Work instructions.
Every line of the data below is to be written out again exactly.

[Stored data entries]
* * * *

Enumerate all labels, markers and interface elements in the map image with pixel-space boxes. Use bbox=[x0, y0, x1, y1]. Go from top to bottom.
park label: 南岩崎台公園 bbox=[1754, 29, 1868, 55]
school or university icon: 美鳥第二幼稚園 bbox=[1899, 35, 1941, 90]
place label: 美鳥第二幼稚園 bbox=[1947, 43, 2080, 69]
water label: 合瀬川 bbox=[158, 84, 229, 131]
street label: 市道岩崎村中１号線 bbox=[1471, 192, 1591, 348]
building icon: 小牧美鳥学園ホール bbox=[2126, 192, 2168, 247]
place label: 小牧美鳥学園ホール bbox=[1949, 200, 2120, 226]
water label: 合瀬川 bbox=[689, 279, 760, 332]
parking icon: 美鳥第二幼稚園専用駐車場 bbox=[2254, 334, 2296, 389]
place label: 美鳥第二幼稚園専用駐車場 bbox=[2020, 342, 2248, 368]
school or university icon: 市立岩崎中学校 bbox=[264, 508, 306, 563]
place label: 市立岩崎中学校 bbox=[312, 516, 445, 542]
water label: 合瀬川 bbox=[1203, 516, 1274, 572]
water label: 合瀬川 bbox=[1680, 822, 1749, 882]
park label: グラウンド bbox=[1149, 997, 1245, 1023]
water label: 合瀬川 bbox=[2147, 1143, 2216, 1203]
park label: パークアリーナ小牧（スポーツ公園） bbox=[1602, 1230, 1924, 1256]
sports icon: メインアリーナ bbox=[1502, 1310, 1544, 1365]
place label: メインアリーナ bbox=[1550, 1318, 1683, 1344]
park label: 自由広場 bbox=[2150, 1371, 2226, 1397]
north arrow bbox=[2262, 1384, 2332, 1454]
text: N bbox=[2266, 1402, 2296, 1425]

* * * *

Task solution.
Enumerate all labels, markers and interface elements in the map image with pixel-space boxes. Use bbox=[x0, y0, x1, y1]. Go from top to bottom.
park label: 南岩崎台公園 bbox=[1754, 29, 1868, 55]
school or university icon: 美鳥第二幼稚園 bbox=[1899, 35, 1941, 90]
place label: 美鳥第二幼稚園 bbox=[1947, 43, 2080, 69]
water label: 合瀬川 bbox=[158, 84, 229, 131]
street label: 市道岩崎村中１号線 bbox=[1471, 192, 1591, 348]
building icon: 小牧美鳥学園ホール bbox=[2126, 192, 2168, 247]
place label: 小牧美鳥学園ホール bbox=[1949, 200, 2120, 226]
water label: 合瀬川 bbox=[689, 279, 760, 332]
parking icon: 美鳥第二幼稚園専用駐車場 bbox=[2254, 334, 2296, 389]
place label: 美鳥第二幼稚園専用駐車場 bbox=[2020, 342, 2248, 368]
school or university icon: 市立岩崎中学校 bbox=[264, 508, 306, 563]
place label: 市立岩崎中学校 bbox=[312, 516, 445, 542]
water label: 合瀬川 bbox=[1203, 516, 1274, 572]
water label: 合瀬川 bbox=[1680, 822, 1749, 882]
park label: グラウンド bbox=[1149, 997, 1245, 1023]
water label: 合瀬川 bbox=[2147, 1143, 2216, 1203]
park label: パークアリーナ小牧（スポーツ公園） bbox=[1602, 1230, 1924, 1256]
sports icon: メインアリーナ bbox=[1502, 1310, 1544, 1365]
place label: メインアリーナ bbox=[1550, 1318, 1683, 1344]
park label: 自由広場 bbox=[2150, 1371, 2226, 1397]
north arrow bbox=[2262, 1384, 2332, 1454]
text: N bbox=[2266, 1402, 2296, 1425]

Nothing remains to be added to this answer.